His three new Grammys are a triumph for not just Indian but world music
Lhendup G Bhutia Lhendup G Bhutia | 09 Feb, 2024
Zakir Hussain (Photo: Reuters)
BACK IN 1974, Zakir Hussain, then a 20-something tabla virtuoso, joined the jazz guitarists John McLaughlin, ghatam player Vikku Vinayakram and violinist L Shankar, to form what would be regarded as one of the most iconic fusion groups. The interest in so-called world music hadn’t yet exploded then, and such a collaboration wasn’t viewed as an instant route to success. “Everyone thought I flipped out. It was not well-received at all by the record company or my agent and manager,” McLaughlin recalled in a recent interview. Many connoisseurs of the respective traditions even found the idea of such a group outrageous. “The most important fact was that we, the Shakti team, were young enough to allow for musical ‘sacrilege’,” Hussain would tell the writer Nasreen Munni Kabir, in the book Zakir Hussain: A Life in Music. “And so we could ignore the restrictions imposed on us by our respective traditions in the interest of finding a road towards oneness.”

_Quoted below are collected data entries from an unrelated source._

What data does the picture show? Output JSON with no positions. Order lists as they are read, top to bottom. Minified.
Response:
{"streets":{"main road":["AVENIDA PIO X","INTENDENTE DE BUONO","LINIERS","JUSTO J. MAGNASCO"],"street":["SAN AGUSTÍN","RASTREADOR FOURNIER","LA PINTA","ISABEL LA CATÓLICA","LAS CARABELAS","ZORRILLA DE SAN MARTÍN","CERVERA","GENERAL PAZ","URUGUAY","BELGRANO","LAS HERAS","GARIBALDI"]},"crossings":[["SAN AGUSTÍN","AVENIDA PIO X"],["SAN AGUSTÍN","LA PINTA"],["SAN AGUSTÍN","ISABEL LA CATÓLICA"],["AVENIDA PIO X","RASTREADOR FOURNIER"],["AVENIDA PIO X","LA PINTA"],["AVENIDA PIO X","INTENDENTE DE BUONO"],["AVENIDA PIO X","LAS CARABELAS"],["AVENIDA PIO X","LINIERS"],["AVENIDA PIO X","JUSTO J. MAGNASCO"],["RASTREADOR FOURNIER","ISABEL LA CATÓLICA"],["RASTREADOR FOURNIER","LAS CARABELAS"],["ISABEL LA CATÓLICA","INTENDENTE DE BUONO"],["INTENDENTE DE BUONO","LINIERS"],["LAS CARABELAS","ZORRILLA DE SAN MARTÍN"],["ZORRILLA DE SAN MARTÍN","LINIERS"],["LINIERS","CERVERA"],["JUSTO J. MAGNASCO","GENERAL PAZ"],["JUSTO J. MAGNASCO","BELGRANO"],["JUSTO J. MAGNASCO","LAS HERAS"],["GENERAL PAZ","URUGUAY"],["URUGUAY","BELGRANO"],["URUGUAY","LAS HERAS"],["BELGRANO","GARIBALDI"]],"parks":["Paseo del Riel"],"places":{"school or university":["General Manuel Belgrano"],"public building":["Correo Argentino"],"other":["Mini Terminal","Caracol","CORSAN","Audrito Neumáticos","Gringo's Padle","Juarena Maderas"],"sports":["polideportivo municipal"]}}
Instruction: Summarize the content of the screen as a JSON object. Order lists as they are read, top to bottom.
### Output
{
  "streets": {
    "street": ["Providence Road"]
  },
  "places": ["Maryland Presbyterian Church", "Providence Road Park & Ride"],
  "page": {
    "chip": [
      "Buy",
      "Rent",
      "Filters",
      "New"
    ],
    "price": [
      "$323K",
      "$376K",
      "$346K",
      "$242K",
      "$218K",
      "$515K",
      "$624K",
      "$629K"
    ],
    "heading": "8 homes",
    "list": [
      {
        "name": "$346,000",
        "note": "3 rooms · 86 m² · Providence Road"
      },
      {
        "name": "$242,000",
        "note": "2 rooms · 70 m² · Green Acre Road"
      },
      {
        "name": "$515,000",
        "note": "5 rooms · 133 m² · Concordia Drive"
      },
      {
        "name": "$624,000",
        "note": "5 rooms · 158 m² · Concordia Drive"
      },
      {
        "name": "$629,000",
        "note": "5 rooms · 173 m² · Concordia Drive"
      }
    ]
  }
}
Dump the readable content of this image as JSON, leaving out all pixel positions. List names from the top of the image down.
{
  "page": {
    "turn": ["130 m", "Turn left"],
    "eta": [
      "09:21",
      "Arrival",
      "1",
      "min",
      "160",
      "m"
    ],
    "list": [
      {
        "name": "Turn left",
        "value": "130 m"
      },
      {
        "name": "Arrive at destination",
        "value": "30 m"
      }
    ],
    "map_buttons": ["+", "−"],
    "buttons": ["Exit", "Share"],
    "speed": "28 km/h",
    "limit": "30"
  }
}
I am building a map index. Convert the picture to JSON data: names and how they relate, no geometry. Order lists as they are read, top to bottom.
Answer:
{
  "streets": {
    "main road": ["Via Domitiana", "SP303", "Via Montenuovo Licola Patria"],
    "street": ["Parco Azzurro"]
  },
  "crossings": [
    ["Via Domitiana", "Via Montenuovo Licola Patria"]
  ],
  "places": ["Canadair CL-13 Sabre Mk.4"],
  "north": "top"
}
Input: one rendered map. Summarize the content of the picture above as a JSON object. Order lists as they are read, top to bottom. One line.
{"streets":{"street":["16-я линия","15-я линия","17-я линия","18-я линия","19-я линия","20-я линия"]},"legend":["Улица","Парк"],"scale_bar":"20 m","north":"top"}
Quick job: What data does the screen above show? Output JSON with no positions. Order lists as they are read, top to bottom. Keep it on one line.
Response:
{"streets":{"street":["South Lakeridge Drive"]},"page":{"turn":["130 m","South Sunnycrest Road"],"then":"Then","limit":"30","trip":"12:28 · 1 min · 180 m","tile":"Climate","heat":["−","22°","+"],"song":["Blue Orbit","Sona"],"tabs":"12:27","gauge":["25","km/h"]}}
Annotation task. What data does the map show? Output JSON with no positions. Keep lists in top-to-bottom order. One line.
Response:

The two found common ground, they would say, in the improvisational quality of jazz and Indian classical music. People took their time to warm up to the group. But its unique sound—a coming together of the Carnatic and Hindustani music traditions, and a hybrid of Western jazz and blues with Indian traditional melody—became a sensation over time, and opened the doors for other musicians keen on this emerging category of ‘world music’. The group released a few albums, played concerts, got disbanded, then reunited (as Remember Shakti, with some new members), and continued playing on and off.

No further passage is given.